The dominant solar technology is silicon, whose wafers are stiff and brittle. The silicon modules degrade due to stress from the environment (wind, rain, snow, sun, and humidity), voltage changes and mechanical stresses. Hotter, more humid conditions can accelerate degradation in several ways:

  • Delamination: heat and humidity can cause the bonds holding the different layers of the cell together to lose adhesion
  • Discolored Encapsulant: intense sunlight and extra moisture can damage or discolor the encapsulant, the polymer used to adhere layers within the solar cell together
  • Ribbon Corrosion: humidity can increase the chances moisture can accumulate and begin corroding the internal ribbon connections of the cell
  • Internal Circuit Failure: solar cells experience regular temperature fluctuations, daily and seasonally that can cause circuits to fail over time.

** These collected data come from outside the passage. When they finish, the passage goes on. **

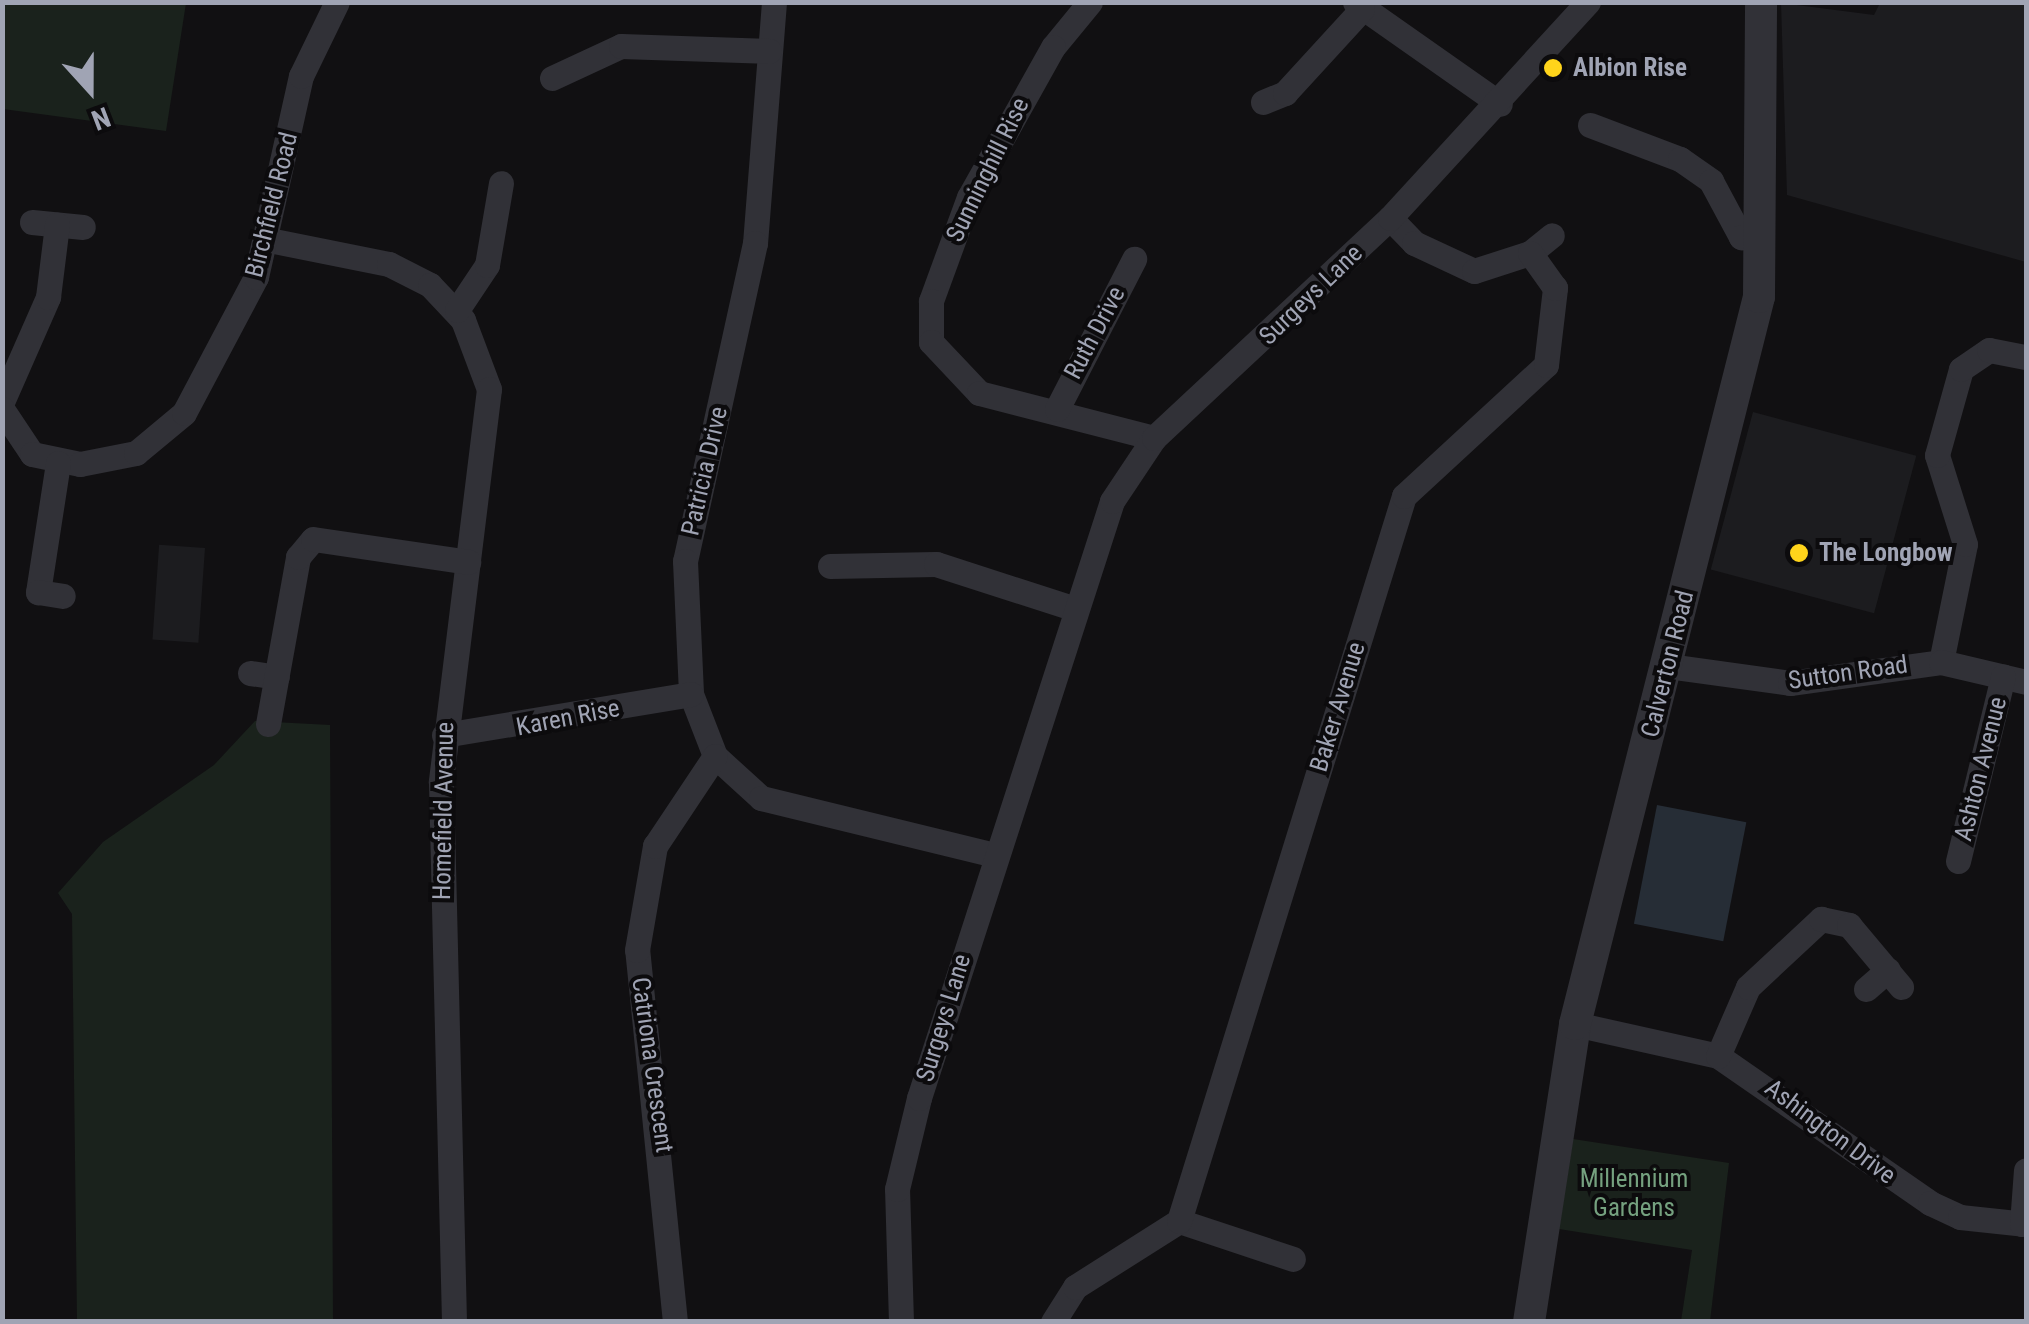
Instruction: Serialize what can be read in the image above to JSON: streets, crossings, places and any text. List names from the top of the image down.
{
  "streets": {
    "street": [
      "Sunninghill Rise",
      "Birchfield Road",
      "Surgeys Lane",
      "Ruth Drive",
      "Patricia Drive",
      "Calverton Road",
      "Sutton Road",
      "Baker Avenue",
      "Karen Rise",
      "Ashton Avenue",
      "Homefield Avenue",
      "Catriona Crescent",
      "Ashington Drive"
    ]
  },
  "crossings": [
    ["Sunninghill Rise", "Surgeys Lane"],
    ["Sunninghill Rise", "Ruth Drive"],
    ["Surgeys Lane", "Patricia Drive"],
    ["Patricia Drive", "Karen Rise"],
    ["Patricia Drive", "Catriona Crescent"],
    ["Calverton Road", "Sutton Road"],
    ["Calverton Road", "Ashington Drive"],
    ["Sutton Road", "Ashton Avenue"],
    ["Karen Rise", "Homefield Avenue"]
  ],
  "parks": ["Millennium Gardens"],
  "places": ["Albion Rise", "The Longbow"],
  "north": "bottom"
}
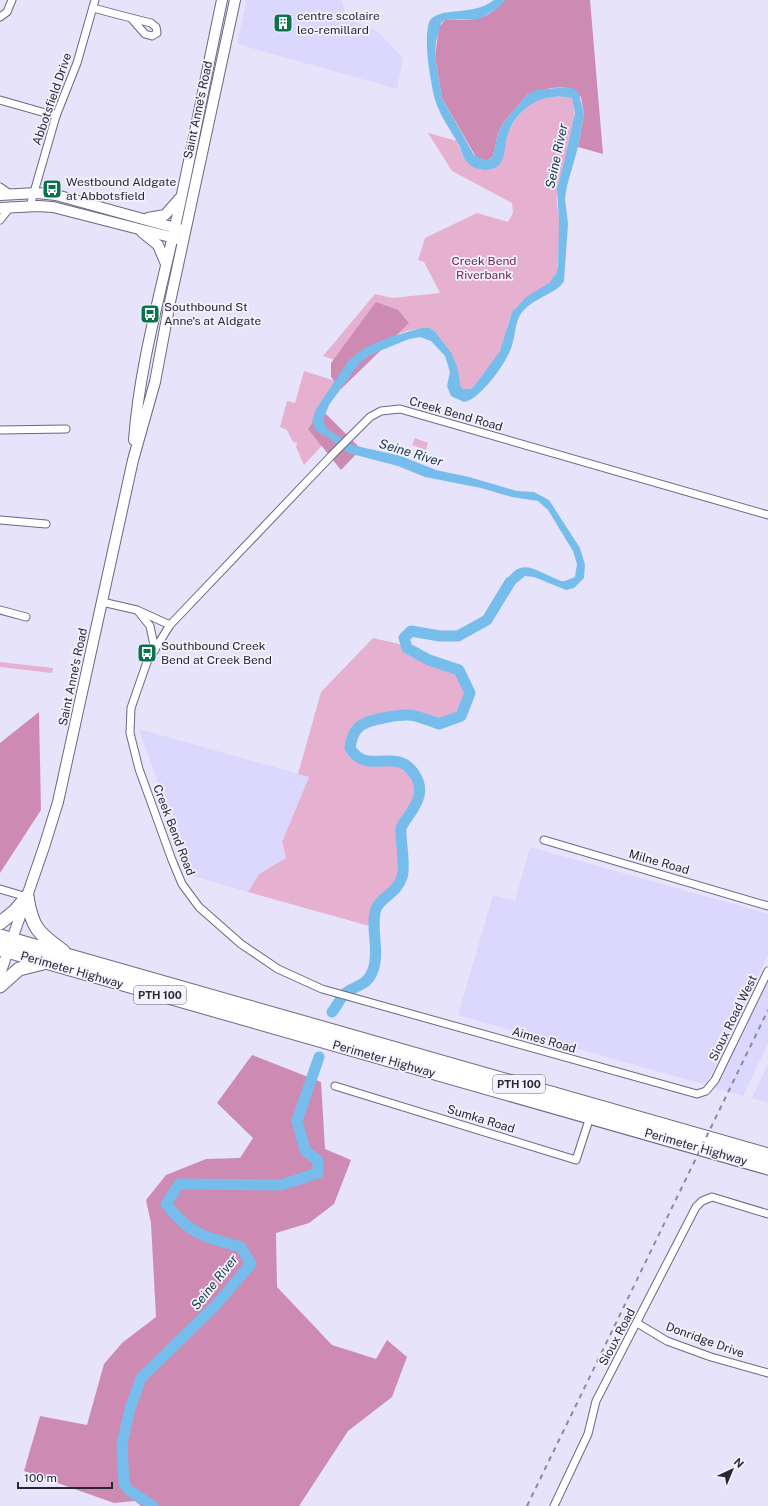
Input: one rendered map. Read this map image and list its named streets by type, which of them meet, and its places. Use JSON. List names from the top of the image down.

The researchers found that solar in Australia’s hot, humid north will degrade fastest due to its more humid elements, while solar in the arid interior and more moderate climates in the south will fare better.

Solar Waste to Pile Up Worldwide

The world has installed more than one terawatt of solar capacity on rooftops and at solar farms. Solar panels have an average capacity of about 400 watts, resulting in as many as 2.5 billion solar panels worldwide. As the solar panels are retired, many of the panels end up in waste disposal sites as the infrastructure to scrap and recycle them is lacking. Because each solar panel contains only tiny fragments of precious materials, copper, silicon and silver, and those fragments are intertwined with other components, it has not been economically viable to separate them. Over 60 percent of the mineral value is contained in just 3 percent of the weight of the solar panels. The International Renewable Energy Agency’s official projections claim that “large amounts of annual waste are anticipated by the early 2030s” and could total 78 million metric tons by 2050 based mostly on a 30 year life cycle for the solar panels.

Conclusion

While solar panels are supposed to last 20 to 25 years, the industry is finding that not to be the case due to inverter failures that occur in about 15 years and to weather, particularly humidity. Power output from solar PV drops as solar panels degrade over time, but different climates, different materials and different manufacturing techniques can lead to faster or slower degradation. This is true of most green technologies as cold weather affects the range that EV batteries can perform and humidity affects the longevity of solar panel wafers. These issues can mean that solar panels will pile up in waste disposal sites, as retired wind turbines are doing, faster than expected as there are few recycling centers available. Politicians, regulators and the industry have not dealt with the solar waste disposal problem that will begin to loom in the near future.